Çeviribilimde restrospektif ve prospektif kavramları: Retrospektif ve prospektif çeviri kuramları
Göster/ Aç
Tarih
2017-01Yazar
Odacıoğlu, Mehmet Cem
Çoban Odacıoğlu, Fadime
Üst veri
Tüm öğe kaydını gösterÖzet
Bilindiği gibi çeviri tarihi insanlık tarihi kadar eskidir. Dolayısıyla çeviri, tarihte insanoğlunun
farklı kültürler ve toplumlarla ticaret, savaş ve kültürel ilişkiler aracılığı ile etkileşime geçtiği ilk
andan beri yapılagelen bir etkinlik olmuştur. Bu etkinliğin bilimsel bir statü kazanması ise
yirminci yüzyılın ikinci yarısından itibaren mümkün olabilmiştir. Bununla birlikte çevirinin
bilimsel bir statü kazanarak akademik bir disiplin haline dönüşmesinde onun salt süreç boyutuyla
değil ürün ve işlev boyutlarıyla da çok yönlü değerlendirilmesi etkilidir. Farklı disiplinlerle
iletişim içinde akademik bir disiplin olma yolunda ilerleme sürecine girmiş olan çeviri etkinliği
daha sonra çeviribilim adıyla anılmaya başlanmış ve disiplinler arası bir bilim dalına
dönüşmüştür. Paralel şekilde çeviriyi süreç, işlev ve ürün boyutlarında değerlendirebilmek için
farklı dönemlerde farklı çeviri kuramları ortaya atılmıştır. Çeviri henüz disiplin haline gelmeden
önce, çeviri eylemi salt dilsel bir aktarım olarak görüldüğünden dilbilim ekseninde geliştirilen
eşdeğerlik yaklaşımları ilk dilbilim temelli çeviri kuramları olarak ele alınabilir. Ancak özellikle
yirminci yüzyılın ikinci yarısından itibaren çeviri dilsel aktarım olmanın ötesinde bir kültür
aktarımı olarak da ele alınmaya başlandığından özellikle işlevci çeviri kuramları, çoğuldizge ve
betimleyici çeviri yaklaşımı gibi kuramlar ortaya çıkmıştır. Bu, çeviribilimde araştırma nesnesi
kavramını ortaya çıkarmıştır. Zira araştırma nesnesi olmadan bilim dalları oluşamaz. Günümüzde
de çeviribilimin araştırma nesneleri gelişmeye başlamıştır. Bu da çeviribilimin yeni kuramlara
ihtiyaç duyma eğilimini artırmaktadır. Bu çalışmada çeviri kuramları retrospektif (geriye dönük)
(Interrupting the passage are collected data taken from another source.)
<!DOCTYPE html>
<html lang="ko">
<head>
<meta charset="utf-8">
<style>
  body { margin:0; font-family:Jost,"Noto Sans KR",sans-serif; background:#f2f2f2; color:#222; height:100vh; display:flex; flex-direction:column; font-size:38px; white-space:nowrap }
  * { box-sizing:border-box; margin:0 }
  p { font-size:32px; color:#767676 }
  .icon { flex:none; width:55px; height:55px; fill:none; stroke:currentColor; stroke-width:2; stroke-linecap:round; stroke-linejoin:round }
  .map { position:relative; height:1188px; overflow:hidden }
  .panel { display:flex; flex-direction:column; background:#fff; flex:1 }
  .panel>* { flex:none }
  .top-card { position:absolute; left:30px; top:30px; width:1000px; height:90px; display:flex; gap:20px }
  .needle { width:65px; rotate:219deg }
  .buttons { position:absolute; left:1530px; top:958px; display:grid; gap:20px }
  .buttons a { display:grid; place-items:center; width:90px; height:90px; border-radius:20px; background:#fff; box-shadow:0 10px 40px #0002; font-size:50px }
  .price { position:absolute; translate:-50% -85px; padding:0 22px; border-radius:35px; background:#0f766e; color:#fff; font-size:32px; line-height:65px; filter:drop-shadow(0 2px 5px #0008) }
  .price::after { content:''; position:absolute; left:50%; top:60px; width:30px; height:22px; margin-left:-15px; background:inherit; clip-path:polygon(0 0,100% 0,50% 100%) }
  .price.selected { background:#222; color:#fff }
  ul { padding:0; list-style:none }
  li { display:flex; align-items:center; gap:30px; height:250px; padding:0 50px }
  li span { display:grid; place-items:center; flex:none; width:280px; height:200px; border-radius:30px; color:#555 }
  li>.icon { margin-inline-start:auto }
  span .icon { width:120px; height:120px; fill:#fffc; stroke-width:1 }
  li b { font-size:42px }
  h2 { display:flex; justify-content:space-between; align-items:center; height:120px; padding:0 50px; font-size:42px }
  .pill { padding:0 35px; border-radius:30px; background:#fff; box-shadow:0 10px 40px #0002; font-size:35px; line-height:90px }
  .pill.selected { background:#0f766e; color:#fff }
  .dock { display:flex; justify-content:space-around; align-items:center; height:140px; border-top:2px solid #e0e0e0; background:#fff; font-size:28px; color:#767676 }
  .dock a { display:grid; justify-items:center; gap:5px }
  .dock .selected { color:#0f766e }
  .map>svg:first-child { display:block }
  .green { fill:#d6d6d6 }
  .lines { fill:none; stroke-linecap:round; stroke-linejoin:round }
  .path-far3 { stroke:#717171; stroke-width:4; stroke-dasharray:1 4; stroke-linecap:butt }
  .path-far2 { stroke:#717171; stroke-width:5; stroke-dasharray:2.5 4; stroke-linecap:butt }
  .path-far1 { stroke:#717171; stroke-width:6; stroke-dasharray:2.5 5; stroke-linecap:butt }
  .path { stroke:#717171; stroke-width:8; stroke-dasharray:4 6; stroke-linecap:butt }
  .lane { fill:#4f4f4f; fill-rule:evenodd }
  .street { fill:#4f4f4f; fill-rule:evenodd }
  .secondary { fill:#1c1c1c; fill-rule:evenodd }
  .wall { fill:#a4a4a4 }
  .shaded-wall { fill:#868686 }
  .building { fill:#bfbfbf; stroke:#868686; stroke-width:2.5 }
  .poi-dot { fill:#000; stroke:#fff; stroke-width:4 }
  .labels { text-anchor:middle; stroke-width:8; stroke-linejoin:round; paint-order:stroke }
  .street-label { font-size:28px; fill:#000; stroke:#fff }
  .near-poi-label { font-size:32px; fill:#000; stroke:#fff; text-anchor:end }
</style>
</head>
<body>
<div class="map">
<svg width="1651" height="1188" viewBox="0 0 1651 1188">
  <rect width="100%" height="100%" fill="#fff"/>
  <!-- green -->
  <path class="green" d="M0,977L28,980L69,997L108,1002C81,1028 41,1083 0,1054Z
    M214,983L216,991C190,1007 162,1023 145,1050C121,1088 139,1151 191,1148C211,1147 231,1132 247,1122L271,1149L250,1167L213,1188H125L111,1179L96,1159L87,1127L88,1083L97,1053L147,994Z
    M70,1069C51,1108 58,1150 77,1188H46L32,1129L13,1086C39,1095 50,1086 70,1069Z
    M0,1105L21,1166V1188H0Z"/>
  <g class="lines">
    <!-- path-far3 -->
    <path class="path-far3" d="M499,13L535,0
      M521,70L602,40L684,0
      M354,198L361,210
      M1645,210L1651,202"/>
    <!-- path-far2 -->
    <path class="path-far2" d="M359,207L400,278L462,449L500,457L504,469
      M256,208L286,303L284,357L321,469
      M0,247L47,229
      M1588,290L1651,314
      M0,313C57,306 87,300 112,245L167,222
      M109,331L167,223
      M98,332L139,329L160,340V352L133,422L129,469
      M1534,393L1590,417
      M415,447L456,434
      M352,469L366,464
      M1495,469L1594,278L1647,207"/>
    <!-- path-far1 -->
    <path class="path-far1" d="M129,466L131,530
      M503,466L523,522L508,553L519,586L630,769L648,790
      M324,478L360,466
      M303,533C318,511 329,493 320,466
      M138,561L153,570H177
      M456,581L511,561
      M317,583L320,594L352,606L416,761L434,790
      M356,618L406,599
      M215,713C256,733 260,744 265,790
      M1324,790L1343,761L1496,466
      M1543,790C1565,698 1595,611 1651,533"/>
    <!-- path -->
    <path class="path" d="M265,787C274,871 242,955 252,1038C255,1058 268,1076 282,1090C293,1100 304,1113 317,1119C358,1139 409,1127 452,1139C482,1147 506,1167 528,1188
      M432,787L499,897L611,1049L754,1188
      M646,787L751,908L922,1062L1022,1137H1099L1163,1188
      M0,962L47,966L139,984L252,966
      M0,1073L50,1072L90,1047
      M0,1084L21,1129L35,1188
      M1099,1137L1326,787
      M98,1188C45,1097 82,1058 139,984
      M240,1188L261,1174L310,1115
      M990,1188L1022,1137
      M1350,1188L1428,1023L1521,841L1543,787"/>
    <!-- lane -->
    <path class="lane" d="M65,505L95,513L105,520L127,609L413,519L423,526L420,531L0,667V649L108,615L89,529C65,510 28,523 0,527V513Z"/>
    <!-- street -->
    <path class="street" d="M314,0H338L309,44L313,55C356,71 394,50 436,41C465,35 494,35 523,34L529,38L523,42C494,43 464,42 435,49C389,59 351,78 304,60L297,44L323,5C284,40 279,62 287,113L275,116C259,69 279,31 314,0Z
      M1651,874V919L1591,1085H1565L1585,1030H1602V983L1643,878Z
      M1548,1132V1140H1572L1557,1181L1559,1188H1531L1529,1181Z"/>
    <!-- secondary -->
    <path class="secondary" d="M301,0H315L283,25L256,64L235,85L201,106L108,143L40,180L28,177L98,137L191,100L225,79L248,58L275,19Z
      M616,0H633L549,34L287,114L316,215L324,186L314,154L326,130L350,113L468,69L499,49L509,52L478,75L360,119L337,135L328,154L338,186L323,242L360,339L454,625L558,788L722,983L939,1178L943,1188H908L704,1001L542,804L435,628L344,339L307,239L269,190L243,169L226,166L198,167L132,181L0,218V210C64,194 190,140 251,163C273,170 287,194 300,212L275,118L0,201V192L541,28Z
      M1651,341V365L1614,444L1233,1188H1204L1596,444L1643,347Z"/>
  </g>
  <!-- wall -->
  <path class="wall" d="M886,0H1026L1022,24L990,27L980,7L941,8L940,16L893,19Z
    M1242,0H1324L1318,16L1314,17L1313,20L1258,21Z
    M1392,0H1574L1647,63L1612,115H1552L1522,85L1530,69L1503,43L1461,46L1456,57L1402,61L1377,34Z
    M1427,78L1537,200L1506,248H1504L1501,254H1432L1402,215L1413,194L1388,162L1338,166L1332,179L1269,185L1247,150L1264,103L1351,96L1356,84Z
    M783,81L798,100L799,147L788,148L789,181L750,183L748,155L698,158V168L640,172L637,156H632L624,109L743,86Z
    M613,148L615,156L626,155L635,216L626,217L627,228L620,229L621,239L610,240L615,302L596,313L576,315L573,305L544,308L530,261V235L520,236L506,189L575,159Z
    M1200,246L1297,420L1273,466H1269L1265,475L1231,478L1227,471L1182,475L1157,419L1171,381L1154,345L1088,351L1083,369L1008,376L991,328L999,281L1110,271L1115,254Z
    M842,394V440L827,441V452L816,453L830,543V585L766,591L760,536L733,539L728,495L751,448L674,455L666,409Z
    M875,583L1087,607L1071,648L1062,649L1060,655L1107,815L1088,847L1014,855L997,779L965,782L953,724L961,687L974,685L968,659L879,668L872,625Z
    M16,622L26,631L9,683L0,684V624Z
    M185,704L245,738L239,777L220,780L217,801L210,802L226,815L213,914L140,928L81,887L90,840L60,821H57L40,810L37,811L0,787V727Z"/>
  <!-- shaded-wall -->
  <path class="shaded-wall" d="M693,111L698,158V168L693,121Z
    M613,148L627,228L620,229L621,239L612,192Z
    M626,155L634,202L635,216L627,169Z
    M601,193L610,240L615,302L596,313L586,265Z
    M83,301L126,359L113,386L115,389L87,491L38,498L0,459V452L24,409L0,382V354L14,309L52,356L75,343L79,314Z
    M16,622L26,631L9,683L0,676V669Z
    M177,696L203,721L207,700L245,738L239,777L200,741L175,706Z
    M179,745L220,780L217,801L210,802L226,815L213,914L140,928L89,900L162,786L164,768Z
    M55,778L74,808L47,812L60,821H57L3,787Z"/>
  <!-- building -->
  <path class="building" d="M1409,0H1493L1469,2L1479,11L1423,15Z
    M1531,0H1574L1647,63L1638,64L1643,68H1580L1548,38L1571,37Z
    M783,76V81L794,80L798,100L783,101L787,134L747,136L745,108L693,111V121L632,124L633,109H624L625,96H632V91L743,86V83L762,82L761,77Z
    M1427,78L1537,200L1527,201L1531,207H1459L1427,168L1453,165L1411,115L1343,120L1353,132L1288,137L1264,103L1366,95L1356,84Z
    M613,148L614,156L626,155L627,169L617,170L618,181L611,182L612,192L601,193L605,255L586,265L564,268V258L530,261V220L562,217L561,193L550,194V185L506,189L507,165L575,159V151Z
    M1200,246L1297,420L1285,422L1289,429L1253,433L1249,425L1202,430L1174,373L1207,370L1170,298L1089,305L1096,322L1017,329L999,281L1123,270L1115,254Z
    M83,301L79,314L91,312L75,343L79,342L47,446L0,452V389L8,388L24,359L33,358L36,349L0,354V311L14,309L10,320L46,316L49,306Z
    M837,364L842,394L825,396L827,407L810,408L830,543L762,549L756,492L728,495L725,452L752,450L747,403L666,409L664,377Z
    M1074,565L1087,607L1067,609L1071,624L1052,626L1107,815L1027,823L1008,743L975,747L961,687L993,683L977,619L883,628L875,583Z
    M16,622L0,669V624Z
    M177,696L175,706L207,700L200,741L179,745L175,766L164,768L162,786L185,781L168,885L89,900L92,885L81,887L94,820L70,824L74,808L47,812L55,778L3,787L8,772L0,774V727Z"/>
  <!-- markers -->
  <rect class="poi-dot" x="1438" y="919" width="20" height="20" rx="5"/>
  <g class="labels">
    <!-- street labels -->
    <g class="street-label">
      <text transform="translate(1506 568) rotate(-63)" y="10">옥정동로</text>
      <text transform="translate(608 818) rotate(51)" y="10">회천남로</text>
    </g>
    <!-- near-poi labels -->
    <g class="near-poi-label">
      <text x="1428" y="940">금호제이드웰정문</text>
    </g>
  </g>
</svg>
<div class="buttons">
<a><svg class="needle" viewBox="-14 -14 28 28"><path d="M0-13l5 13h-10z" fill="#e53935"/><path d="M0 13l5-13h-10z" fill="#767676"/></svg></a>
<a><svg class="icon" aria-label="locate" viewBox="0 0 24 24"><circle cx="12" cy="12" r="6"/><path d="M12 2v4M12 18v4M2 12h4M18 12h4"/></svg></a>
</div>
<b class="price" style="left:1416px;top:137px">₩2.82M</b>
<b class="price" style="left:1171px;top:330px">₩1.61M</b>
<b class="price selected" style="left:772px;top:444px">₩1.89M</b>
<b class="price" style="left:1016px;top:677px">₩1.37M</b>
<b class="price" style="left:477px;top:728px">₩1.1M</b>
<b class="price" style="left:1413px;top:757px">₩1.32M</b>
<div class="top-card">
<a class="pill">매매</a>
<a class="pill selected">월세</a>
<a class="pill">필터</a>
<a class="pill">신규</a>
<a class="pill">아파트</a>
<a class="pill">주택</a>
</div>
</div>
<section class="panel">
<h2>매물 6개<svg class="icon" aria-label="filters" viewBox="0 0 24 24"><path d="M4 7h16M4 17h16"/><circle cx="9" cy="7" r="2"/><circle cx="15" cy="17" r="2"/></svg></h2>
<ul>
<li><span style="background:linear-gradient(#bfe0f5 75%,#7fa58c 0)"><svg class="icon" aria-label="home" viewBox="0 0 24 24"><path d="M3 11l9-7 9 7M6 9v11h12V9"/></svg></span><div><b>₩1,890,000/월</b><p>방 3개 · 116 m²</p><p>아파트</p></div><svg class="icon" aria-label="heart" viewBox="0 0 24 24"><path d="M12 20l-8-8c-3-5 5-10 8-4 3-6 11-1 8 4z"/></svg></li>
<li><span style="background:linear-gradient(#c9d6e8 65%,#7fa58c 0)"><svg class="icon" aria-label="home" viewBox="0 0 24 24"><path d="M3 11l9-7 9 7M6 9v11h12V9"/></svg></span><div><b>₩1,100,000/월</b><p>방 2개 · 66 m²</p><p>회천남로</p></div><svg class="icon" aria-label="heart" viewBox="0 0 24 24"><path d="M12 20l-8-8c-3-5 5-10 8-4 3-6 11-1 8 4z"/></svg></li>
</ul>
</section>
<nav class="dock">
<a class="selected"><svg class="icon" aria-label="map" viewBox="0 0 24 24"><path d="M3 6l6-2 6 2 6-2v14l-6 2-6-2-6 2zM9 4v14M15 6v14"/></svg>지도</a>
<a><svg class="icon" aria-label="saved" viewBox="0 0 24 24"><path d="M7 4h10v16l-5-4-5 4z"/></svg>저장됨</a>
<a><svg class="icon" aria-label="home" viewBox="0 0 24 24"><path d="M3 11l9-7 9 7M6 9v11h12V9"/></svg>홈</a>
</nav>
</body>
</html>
ve prospektif (ileriye dönük) kavramları altında iki kategoriye ayrılarak ele alınmış, hangi çeviri
kuramının retrospektif hangi çeviri kuramının prospektif olduğu ve bunların dereceleri
irdelenmiştir. Ayrıca özellikle prospektif kategorisinin altı genişletilerek, yeni çeviri kuramları
geliştirilmesi gerektiği tartışılmış ve bu bağlamda bazı önerilerde bulunulmuştur. Çalışmanın
çeviribilimin bilimsel ilerlemeye eğilimli yapısını olumlu etkileyeceği ve çeviribilim
kuramlarının artırılması için teorisyenleri harekete geçireceği düşünülmektedir. As known, the history of translation is as old as the history of mankind. Therefore, translation has turned into a compulsory activity conducted since the integration of different cultures and societies through trade, wars and cultural affairs. However, translation activity could gain a scientific status only as of the first half of the 20th century. What accelerated the recognition of translation as a scientific field was its evaluation in terms of product and function orientedness other than focus on onlythe translating process. Starting to have a relationship with other disciplines over time, translation is now assosiated with the name of translation studies and it is regarded as an inter-disciplinary field. In order to entirely assess translation in terms of process, function and product dimensions, different translation theories were developed in different times. Before turning into an inter-disciplinary field, translation activity was only regarded as a linguistic transfer and the first translation theories benefited from linguistic based equivalence approaches. However especially since the first half of the 20th century, translation activity was started to be seen as both the linguistic and cultural transfer. This meant that new translation theories were required at that time such as functional translation theories, polysystem and descriptive translation theories. This brought the concept of research object within translation studies since scientific fields require the presence of research objects. In our present day, the research object of translation studies has however begun to increase. This has in parallel increased the need for new translation theories. In this study, we categorize current translation theories under two concepts: restrospective and prospective and explain which category these translation theories fit. In addition, we enhance the concept of prospective by discussing that new translation theories must be placed under this category. Last but not least, this study is thought to contribute to the development of translation studies as a scientific field and encourage translation scholars to find new translation theories for new situations.